The club was VIP only. The only way you get in is if it's a slow night and the VIP's don't show up. The bouncer at the door looked angry without even looking at me. "Name please." He barked.

I turned to see the lines along the building. Everyone dressed to the nines. Waiting, hoping they will be allowed through the front door, photographers hoping to get photos of celebrities coming into the club. The flashes start going off before I saw my name, "Arabella Kinsey."

"Ms. Kinsey you can go in." He says.

 I hear the people in the line asking, "Who is she?" then I heard someone else chime in with, "That's Timberlake's new girl."

I held head as high as I could, even though I wanted to run and cry. I walked straight into the bar and ordered a whiskey sour. That very spot was where I stood for two hour taking shot after shot. Drink after drink.

"Drinking the hard stuff again are we? Rough day?"

I must have had too much to drink because I could have sworn I just hear his voice behind me. The bartender steps up in front of me.

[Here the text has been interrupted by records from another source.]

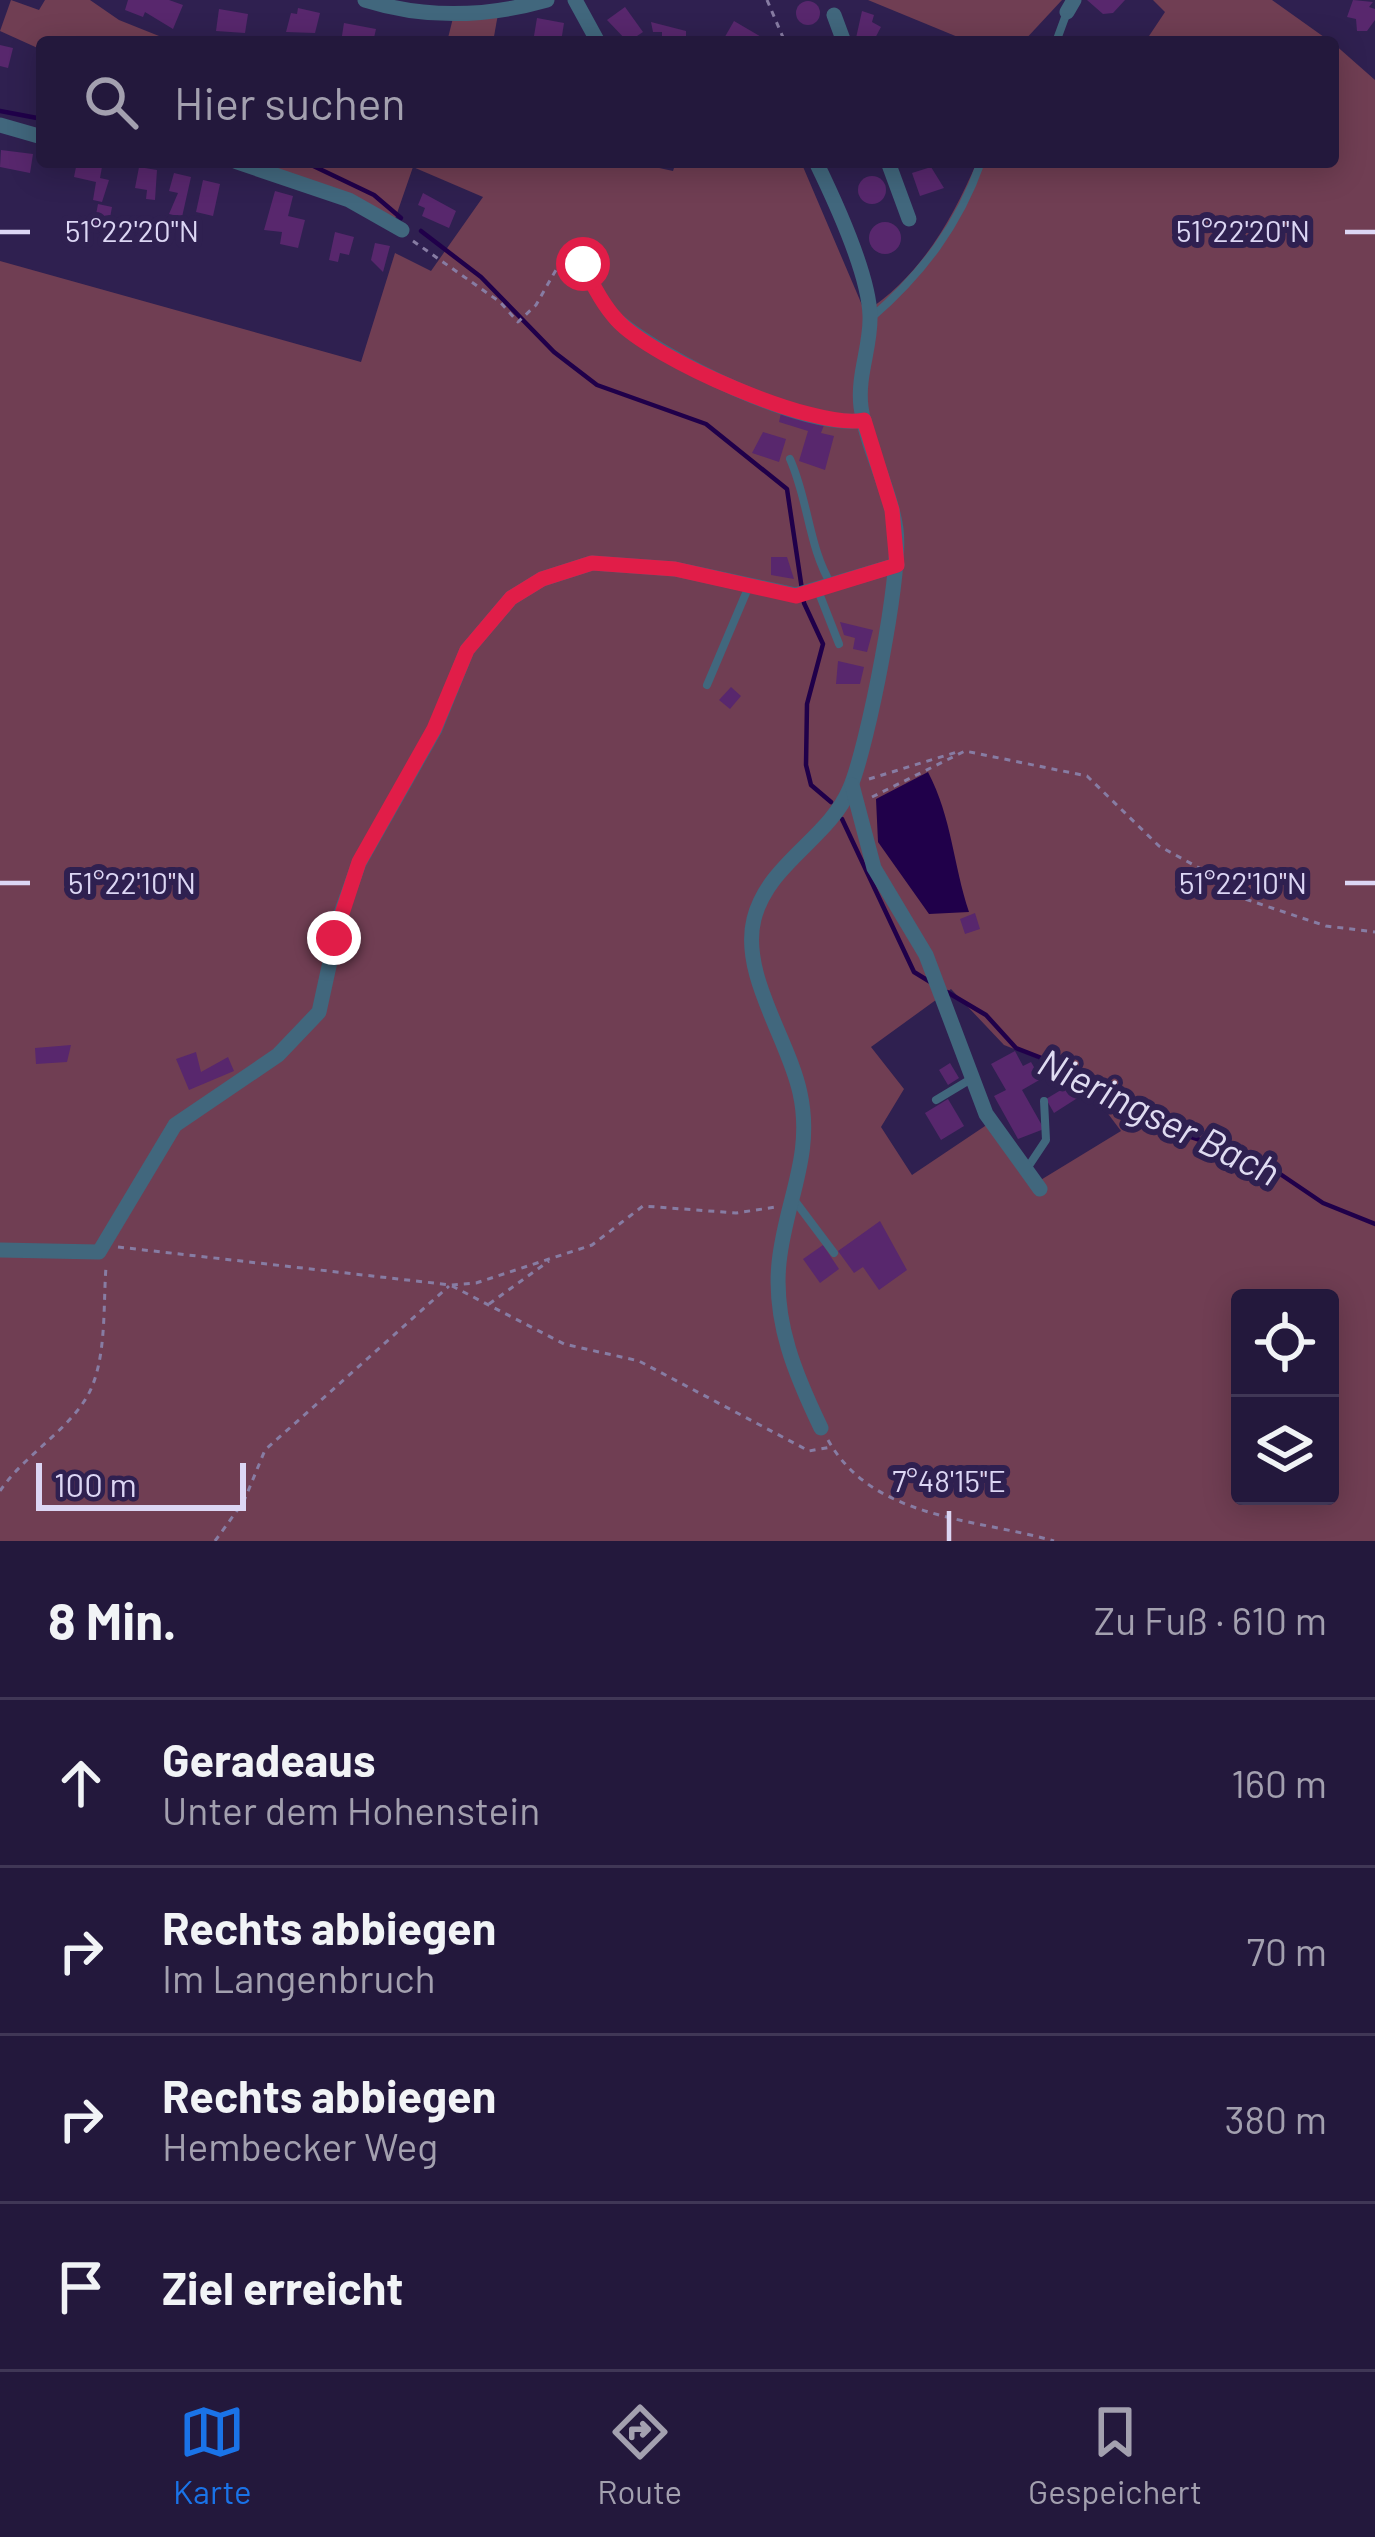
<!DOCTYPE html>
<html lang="de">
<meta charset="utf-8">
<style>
body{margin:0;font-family:Barlow,sans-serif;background:#2b2143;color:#f1f3f6}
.controls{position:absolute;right:36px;bottom:36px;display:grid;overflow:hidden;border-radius:12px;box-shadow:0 6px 30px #0003}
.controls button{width:108px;height:108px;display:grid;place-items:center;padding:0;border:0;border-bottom:3px solid #403756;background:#23183c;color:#f1f3f6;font:60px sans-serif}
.scale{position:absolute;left:36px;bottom:30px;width:210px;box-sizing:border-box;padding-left:12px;border:6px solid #dcd6f4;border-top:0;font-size:33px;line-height:42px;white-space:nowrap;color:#dcd6f4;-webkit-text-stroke:9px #2f2050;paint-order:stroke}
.stop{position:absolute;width:36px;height:36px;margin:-27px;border:9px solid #e11d48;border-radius:50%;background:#fff}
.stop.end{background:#e11d48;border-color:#fff;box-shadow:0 3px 12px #0008}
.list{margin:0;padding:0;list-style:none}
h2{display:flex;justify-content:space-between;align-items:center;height:156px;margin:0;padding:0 48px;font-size:51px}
h2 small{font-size:39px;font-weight:400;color:#a3a0af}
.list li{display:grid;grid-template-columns:78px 1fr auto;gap:36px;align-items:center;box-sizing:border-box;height:168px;padding:0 48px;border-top:3px solid #403756}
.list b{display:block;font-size:45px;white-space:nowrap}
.list p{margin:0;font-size:39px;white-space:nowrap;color:#a3a0af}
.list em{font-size:39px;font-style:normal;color:#a3a0af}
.icon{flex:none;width:66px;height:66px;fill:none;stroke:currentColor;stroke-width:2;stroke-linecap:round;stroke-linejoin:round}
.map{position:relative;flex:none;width:1375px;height:1541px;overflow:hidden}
.search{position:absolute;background:#23183c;box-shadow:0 6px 30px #0003;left:36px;right:36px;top:36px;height:132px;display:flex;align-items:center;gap:30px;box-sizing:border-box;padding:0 42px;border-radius:12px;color:#a3a0af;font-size:45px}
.sheet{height:828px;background:#23183c}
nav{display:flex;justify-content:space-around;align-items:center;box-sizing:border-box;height:168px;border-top:3px solid #403756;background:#23183c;font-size:33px;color:#a3a0af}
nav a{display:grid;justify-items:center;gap:6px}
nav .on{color:#1a73e8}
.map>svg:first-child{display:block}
</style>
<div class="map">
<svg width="1375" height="1541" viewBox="0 0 1375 1541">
<rect width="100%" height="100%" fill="#2f2050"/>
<g fill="#703e53" fill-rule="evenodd">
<polygon points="11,0 39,10 45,0 90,0 119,20 174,42 42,42 42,50 0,31"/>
<polygon points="868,0 1062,0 1023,42 970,42"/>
<polygon points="1153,0 1272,0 1331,42 1145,42 1165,12"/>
<polygon points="498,14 493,42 447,42 453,18"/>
<path d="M1333,43L1375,80V1541H0V261L361,362L395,253L431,271L483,197L413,167L395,219L254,162H632L673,171L676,162H801L865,312C920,277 952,220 977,162H1333ZM951,989L1004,1045L1079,1075L1121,1131L1039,1181L994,1120L912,1175L881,1127L904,1089L871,1047ZM1240,1298H1330V1496H1240Z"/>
</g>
<path fill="#20004a" d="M928,772C952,818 953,864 969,912L929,914L878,842L876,799Z"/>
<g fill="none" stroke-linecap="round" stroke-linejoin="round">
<g stroke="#20004a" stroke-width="4.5">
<polyline points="0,111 37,118 42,112"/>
<polyline points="305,162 374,195 401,218"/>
<polyline points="421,231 481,277 554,352 597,385 706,424 787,489 804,603 823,644 807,704 806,765 811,785 831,802"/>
<polyline points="842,819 914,972 932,983"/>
<polyline points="947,992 986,1015 1016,1048 1080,1073 1182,1134 1258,1159 1323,1203 1375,1224"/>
</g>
</g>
<g fill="#58276d">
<polygon points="128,0 169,0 183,5 173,29 145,12 143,17 125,10"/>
<polygon points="1087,0 1125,0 1113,13 1103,14"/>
<polygon points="1353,0 1373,2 1369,7 1375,9 1375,20 1367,31 1357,31 1356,19 1347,17"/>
<circle cx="808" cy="13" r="12"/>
<polygon points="625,7 643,32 628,42 607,20"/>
<polygon points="298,8 320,13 315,33 286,32 291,13 297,14"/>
<polygon points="219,9 248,14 245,33 216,31"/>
<polygon points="862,11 874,15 872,22 881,27 873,42 856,38"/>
<polygon points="537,18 564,23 561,42 533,42"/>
<polygon points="734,21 763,38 760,42 722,42"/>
<polygon points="651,22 686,31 686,42 662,42 662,32 653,32"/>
<polygon points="344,23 376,29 373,42 341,42"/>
<polygon points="0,45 13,48 8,68 0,66"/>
<polygon points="1,150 33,154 30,173 0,167"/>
<polygon points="77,162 102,167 100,178 109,180 102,202 93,200 96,182 74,177"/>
<polygon points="139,167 157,170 155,200 146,199 147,190 135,188"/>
<polygon points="931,167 944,188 920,196 912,173"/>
<polygon points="174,173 191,177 182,217 169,214 178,193 169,191"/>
<circle cx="872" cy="190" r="14"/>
<polygon points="203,180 220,184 213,216 196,212"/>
<polygon points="275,191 293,196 288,216 305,220 298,248 280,244 282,232 264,230"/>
<polygon points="423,193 456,211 449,228 422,216 425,208 418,205"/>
<polygon points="98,204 112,207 108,228 94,225"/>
<circle cx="885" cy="238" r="16"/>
<polygon points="335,232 354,237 349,255 340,253 338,262 329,260"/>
<polygon points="375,243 390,246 383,272 371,260"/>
<polygon points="781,413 824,425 821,433 834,436 825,470 799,461 808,431 779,422"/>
<polygon points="763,432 786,439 779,462 752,453"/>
<polygon points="771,557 787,557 794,579 771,575"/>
<polygon points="840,622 873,630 867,652 853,649 855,638 844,635"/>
<polygon points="838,661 864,667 860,684 836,684"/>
<polygon points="731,687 741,696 730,709 719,700"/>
<polygon points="975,913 980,929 965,934 960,919"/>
<polygon points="71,1045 67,1062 36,1064 35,1048"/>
<polygon points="1015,1051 1023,1066 1031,1062 1041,1079 1022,1090 1044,1129 1018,1139 994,1096 1006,1090 991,1064"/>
<polygon points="196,1052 201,1072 228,1057 234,1071 189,1090 176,1059"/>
<polygon points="950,1063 959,1078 948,1085 939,1070"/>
<polygon points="1071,1084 1079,1097 1054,1113 1046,1099"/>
<polygon points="948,1099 964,1126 941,1140 925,1113"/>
<polygon points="880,1221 907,1270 879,1290 863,1267 854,1273 838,1251"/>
<polygon points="823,1245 839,1269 820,1283 803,1259"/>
</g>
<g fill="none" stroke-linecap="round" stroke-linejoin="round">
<g stroke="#877ca3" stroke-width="3" stroke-dasharray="6 6" stroke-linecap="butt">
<polyline points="767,0 785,42"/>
<polyline points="413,241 500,302 518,322 536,305 565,254 583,264 609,310"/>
<polyline points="869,779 957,752"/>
<polyline points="872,797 965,751 1087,776 1159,846 1214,876 1230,894 1326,926 1375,932"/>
<polyline points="118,1247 451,1285 476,1283 592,1245 643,1206 736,1213 776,1207"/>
<polyline points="452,1286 564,1344 639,1361 809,1451 831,1447"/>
<polyline points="489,1304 549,1261"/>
<path d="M828,1440C873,1520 975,1518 1054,1541"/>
<path d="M0,1491C24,1455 67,1432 88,1395C107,1360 103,1306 106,1267"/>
<polyline points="215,1541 244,1501 265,1450 449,1286"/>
</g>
<g stroke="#41677d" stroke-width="8">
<polyline points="1056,42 1067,12"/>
<path d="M871,318C922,274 959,225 981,162"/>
<path d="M790,459C809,502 808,546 832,586"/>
<polyline points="819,593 839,644"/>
<polyline points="707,685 749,586"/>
<polyline points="936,1100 971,1079"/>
<polyline points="1026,1170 1046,1140 1044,1101"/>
<polyline points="795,1201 834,1253"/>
</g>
<g stroke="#41677d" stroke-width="15">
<path d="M365,0C425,19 487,17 547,0"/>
<polyline points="575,0 598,42"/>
<polyline points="1067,12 1074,0"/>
<polyline points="834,15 844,42"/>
<polyline points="0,125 42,137"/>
<polyline points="237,162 349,200 402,230"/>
<path d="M816,162C835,201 869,275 870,316C871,347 857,375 861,407C867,449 890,487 896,529C902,573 868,745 850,788C829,839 768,863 754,919C740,974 789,1040 800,1093C814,1156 785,1202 779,1263C773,1322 796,1376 821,1428"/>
<polyline points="888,162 909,219"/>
<path d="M618,321C661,358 807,432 864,420"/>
<polyline points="852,785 874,868 926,955 986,1114 1040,1189"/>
<polyline points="0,1250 99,1252 175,1125 278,1055 319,1012 340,916 359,863 435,729 467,650 511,598 542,579 592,563 675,569 796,595 897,565"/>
</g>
</g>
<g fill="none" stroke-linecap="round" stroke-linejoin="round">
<path stroke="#e11d48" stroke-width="15" d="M334,938L359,862L434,729L467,650L511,598L542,579L592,563L675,569L796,596L897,565L892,510L864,420C815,431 651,358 617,320C602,304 592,284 583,264"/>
</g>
<path fill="none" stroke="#dcd6f4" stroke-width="4.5" d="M0,232H30M1345,232H1375M0,883H30M1345,883H1375M949,1511V1541"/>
<g text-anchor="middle" stroke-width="12" stroke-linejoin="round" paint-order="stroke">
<g font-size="39" font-style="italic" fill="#dfdbf1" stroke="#2f2050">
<text transform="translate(1159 1117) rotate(26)" y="14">Nieringser Bach</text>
</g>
</g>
<g font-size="30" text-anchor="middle" fill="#dcd6f4" stroke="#2f2050" stroke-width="12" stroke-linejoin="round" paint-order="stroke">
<text x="132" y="242">51°22'20"N</text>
<text x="1243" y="242">51°22'20"N</text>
<text x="132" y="894">51°22'10"N</text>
<text x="1243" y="894">51°22'10"N</text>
<text x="949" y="1492">7°48'15"E</text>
</g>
</svg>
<div class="controls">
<button><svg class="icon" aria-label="locate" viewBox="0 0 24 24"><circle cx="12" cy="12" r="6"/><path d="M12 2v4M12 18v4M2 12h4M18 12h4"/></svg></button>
<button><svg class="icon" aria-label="layers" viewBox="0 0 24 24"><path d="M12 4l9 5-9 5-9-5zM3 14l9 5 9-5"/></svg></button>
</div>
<div class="scale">100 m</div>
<div class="stop" style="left:583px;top:264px"></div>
<div class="stop end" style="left:334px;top:938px"></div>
<div class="search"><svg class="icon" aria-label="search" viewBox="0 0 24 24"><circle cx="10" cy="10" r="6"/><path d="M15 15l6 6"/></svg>Hier suchen</div>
</div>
<section class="sheet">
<h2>8 Min.<small>Zu Fuß · 610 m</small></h2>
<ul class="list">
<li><svg class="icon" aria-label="ahead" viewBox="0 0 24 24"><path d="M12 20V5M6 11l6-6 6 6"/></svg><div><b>Geradeaus</b><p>Unter dem Hohenstein</p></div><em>160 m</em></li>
<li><svg class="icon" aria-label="right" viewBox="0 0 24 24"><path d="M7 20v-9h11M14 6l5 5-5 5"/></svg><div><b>Rechts abbiegen</b><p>Im Langenbruch</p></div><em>70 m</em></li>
<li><svg class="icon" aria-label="right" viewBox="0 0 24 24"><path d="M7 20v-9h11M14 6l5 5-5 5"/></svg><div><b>Rechts abbiegen</b><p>Hembecker Weg</p></div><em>380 m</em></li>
<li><svg class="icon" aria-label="arrive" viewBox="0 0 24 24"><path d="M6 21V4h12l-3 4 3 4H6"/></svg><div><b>Ziel erreicht</b></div></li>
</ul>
</section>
<nav>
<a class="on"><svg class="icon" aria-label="map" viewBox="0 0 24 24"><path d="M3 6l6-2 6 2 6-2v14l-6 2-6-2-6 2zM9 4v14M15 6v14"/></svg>Karte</a>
<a><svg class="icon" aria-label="directions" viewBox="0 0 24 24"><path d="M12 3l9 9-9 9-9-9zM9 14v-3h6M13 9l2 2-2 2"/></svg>Route</a>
<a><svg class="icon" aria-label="saved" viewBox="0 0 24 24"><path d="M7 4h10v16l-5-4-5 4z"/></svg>Gespeichert</a>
</nav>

"Could I get another round of shots and drink for the two of us please." I closed my eyes. I must be trying to drive myself crazy.

I felt a hand run across my hip and latching around my waist, "Bells?"

 I turned quickly and there he was. Standing right behind me. I didn't know what to do. He was here. My eyes begin to well up with tears. He takes my hand and whispers in my ear. "You look absolutely gorgeous... Don't cry."

"I'm sorry. I'm so sorry. I never meant to hurt y-"

He cut me off, putting his hand over my mouth. "This is not the place or the time for that."

I wanted to feel him again. I wanted to feel him against me. I took a chance and leaned in to hug him. He was awkward at first. He didn't know if he should touch me, knowing what it could lead to. His arms slowly become a tighter grip around my body. The tears that we just water are now streaming down my face. I took in his scent and held on as long as I could.

"Let's go up to that area" he pointed up to the top level. "I think we need to have a conversation."

He had a grip on my hand as he led me through the crowds and up to a section that was closed off. It was somewhere we could be alone and talk. I sat down across from him as he sat on the comfy leather couch. I sat on the ottoman, crossing on right leg over my left, grazing his leg in the process. He held onto my hand, gliding his thumbs over the curve of my palm. Surrounded by no one in the room.

"I've missed you." He says. "I know it's not my place to miss you, but I have."

"I've missed you every moment since I have been away from you." I say as he wipes away the tears streaming down my face.

"How have you been?" he asks.

"Busy. I graduate next week." I say feeling slightly accomplished.

"Congratulations." He offered.

"Thanks. All the hard work is about to pay off." I uncross my legs and lean in towards him, closing in on his face. I slowly place my lips onto his. He was resistant at first. Resting his forehead on mine but quickly his hands came up around my face, cupping my chin into his hands pulling my face back to look into my eyes. "There's just something about you Bells. I can't help myself."

"Then don't." I pleaded.

He took that as an invitation because his hands were all over my body. He was damn near ripping the dress off of my body. "Do you want to get out of here?"